Island 2011

Tag 1

Tag 1

Anreise nach Reykjavík

Blick aus dem Flugzeug auf einen Windpark in der Nordsee

Helle Nächte und Mitternachtssonne

Der nördliche Polarkreis berührt den Nordrand von Island gerade noch so – weshalb die Nächte in Island im Sommer sehr kurz, im Winter sehr lang sind. Das liegt an der Stellung der Erdachse.
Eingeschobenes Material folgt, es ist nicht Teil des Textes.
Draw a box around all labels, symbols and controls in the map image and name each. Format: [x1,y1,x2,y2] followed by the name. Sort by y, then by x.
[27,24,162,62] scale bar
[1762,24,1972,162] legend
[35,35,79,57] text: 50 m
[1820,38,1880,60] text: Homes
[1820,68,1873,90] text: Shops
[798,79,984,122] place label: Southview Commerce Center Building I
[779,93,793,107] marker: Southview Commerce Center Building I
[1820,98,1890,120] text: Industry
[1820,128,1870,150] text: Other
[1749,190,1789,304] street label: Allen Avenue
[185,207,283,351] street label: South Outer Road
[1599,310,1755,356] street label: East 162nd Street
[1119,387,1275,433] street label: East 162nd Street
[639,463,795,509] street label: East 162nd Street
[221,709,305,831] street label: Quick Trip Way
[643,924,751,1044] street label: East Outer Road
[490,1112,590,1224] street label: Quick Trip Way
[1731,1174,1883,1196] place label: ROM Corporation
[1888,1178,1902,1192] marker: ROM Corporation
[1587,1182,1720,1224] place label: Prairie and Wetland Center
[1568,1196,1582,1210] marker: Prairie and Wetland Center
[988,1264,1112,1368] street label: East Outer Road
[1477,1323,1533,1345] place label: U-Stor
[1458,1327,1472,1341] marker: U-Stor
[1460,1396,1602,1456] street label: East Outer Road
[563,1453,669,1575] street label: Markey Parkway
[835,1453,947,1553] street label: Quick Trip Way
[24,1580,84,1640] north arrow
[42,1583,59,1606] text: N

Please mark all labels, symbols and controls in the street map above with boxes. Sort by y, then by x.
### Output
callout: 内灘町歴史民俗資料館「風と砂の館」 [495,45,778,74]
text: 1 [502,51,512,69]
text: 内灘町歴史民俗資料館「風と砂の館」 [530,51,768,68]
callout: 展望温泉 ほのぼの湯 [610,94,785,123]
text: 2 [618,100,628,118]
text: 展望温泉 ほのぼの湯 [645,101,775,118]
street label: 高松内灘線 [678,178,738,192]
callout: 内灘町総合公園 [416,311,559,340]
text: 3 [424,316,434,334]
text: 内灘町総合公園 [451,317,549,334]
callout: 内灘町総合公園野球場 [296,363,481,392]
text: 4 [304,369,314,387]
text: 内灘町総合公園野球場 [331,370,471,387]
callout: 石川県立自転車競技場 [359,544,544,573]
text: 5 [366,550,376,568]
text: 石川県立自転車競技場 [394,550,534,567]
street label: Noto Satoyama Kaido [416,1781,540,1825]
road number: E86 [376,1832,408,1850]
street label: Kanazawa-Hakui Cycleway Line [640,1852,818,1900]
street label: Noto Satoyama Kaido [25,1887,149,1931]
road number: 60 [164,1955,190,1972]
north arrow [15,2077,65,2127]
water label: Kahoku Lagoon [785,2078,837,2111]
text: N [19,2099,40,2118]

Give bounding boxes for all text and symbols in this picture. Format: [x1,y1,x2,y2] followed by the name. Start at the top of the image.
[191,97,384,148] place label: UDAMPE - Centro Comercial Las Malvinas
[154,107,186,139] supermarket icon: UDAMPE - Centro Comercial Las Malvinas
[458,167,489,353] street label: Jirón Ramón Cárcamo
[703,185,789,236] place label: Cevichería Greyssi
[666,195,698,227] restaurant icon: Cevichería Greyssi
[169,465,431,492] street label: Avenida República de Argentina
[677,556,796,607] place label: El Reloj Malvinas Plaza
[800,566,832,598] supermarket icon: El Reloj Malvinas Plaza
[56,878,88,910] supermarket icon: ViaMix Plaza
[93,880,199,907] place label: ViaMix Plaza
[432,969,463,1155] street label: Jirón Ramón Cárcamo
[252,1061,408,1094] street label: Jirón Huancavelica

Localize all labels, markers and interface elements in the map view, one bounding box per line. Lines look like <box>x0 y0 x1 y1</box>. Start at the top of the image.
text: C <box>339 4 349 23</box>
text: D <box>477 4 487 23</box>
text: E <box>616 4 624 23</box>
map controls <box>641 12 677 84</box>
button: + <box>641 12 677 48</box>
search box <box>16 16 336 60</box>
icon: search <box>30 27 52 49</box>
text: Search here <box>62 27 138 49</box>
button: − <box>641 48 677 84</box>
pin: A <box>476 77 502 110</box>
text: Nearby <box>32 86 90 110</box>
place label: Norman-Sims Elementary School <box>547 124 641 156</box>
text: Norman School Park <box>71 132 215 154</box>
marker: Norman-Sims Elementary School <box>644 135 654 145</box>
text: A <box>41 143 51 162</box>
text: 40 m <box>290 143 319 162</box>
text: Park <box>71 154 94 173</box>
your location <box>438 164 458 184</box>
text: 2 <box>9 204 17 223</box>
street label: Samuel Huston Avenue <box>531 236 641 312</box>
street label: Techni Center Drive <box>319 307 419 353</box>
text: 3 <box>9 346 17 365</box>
Die Drehachse der Erde steht nicht genau senkrecht auf der Ekliptik, sondern ist um etwa 23.5° gegen diese Senkrechte geneigt. Die Neigung bleibt während der Wanderung der Erde um die Sonne konstant und sie bewirkt sowohl die Jahreszeiten wie auch die unterschiedlichen Tageslängen bei verschiedenen geografischen Breiten. Das nördliche Ende der Erdachse ist dadurch nämlich mal zur Sonne hin, mal von ihr weg geneigt.
Verfolgt man (für die Nordhalbkugel) die Wanderung der Erde um die Sonne beginnend bei der Frühlings-Tagundnachtgleiche, stellt man fest, dass der Nordpol sich allmählich zur Sonne hin neigt. Hier geht nun nach einer sechs Monate dauernden Nacht erstmals die Sonne auf – und nicht wieder unter, da der Polbereich von nun an dauernd auf der erleuchteten Halbkugel liegt. Am Äquator hat sich nichts geändert – hier sind Tag und Nacht immer noch gleich lang (dies bleibt auch im gesamten Jahresverlauf so).
Mit zunehmender Neigung des Nordpols zur Sonne hin dehnt sich der Bereich, in dem die Sonne nicht mehr untergeht, immer weiter nach Süden aus. Gleichzeitig werden die Tage auf der Nordhalbkugel dort, wo die Sonne noch untergeht, länger. Zu Mittsommer ist die größte Ausdehnung des Gebietes ohne Sonnenuntergang erreicht – es reicht jetzt bis zum Polarkreis. An diesem gibt es im Jahresverlauf genau diesen einen Tag, an dem die Sonne nicht aufgeht; direkt am Pol ist es ein halbes Jahr lang hell.
Mit der weiteren Wanderung der Erde nimmt die Neigung des Nordpols zur Sonne wieder ab – die Tage werden kürzer, das Gebiet ohne Sonnenuntergang schrumpft wieder Richtung Pol. Zur Herbst-Tagundnachtgleiche schließlich sind Tag und Nacht wieder gleich lang. Danach neigt der Nordpol sich von der Sonne weg – nun geht hier die Sonne das erste Mal nach dem halbjährigen Polartag unter, die Polarnacht beginnt. Am Nordpol geht die Sonne nun für ein halbes Jahr nicht wieder auf.
Mit zunehmender Neigung des Nordpols von der Sonne weg dehnt sich das Gebiet ohne Sonnenaufgang südwärts, bis es zu Mittwinter den Polarkreis erreicht. Dieser Tag ist auf der gesamten Nordhalbkugel der kürzeste im Jahr. Dann nimmt die sonnenabgewandte Neigung des Nordpols wieder ab, die Tage werden länger und das Gebiet ohne Sonnenaufgang zieht sich mehr und mehr an den Pol zurück.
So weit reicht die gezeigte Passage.